Your elusive creative genius | Elizabeth Gilbert
Elizabeth Gilbert speaks beautifully about showing up, doing your job authentically, allowing creativity to flow through you, and letting go.
Elizabeth talks about the daemons or muses in ancient Greece that were considered responsible for the gifts of creativity that came through humans. The word, “eudaemonia” is am amalgamation of the words, “eu” (good) and “daemon” (spirit). Connecting with Caroline’s notion of superiority, inferiority and interiority, Elizabeth speaks to how the daemon belief protected creatives from feeling superiority or inferiority because they were not responsible for their particular gift of creativity – it came from their daemon.
Reflection Questions
Have you had the kind of experience Elizabeth talks about where you are offered a creative gift you while you are in flow doing something like gardening or driving? How does it feel to remember the mystery and grace of that gift?
Elizabeth talks about releasing the responsibility for being someone and accepting the gifts we are given, allowing them to be things that flow through us, that we are sometimes having.
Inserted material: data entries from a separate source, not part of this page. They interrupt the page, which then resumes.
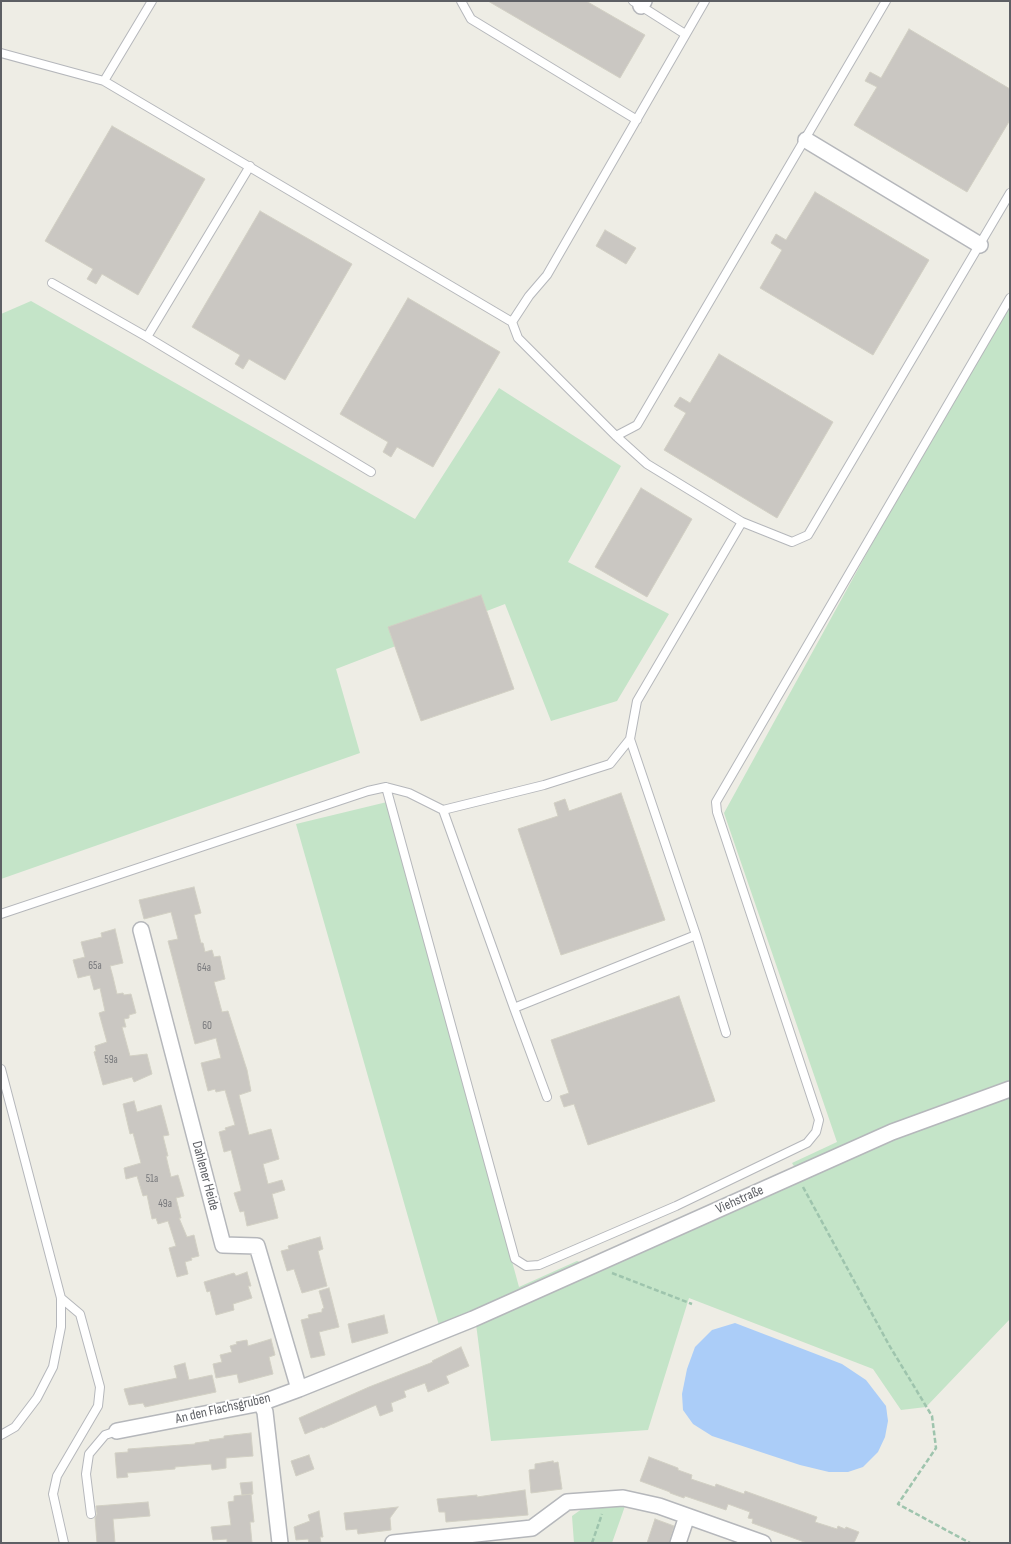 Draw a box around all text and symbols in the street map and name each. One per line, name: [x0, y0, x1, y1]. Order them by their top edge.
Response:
house number: 65a: [88, 959, 102, 973]
house number: 64a: [197, 961, 211, 975]
house number: 60: [202, 1019, 212, 1033]
house number: 59a: [104, 1053, 118, 1067]
street label: Dahlener Heide: [188, 1139, 222, 1213]
house number: 51a: [146, 1172, 158, 1186]
street label: Viehstraße: [714, 1182, 766, 1218]
house number: 49a: [158, 1197, 172, 1211]
street label: An den Flachsgruben: [174, 1390, 272, 1428]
How might it feel to release the responsibility for some of the ways of being that feel burdensome and consider that you are sometimes having these gifts, and sometimes you’re not?
The ‘flow state’: Where creative work thrives
This article explores flow and its cousin, mindfulness.
Reflection Question
The articles states, “If you’re struggling to achieve flow – or just worn out by its intensity – you might aim for mindfulness instead.” Does it feel more accessible to plan for mindfulness practice in your day rather than flow practice in your day? How might you plan to practice a bit of both in your week?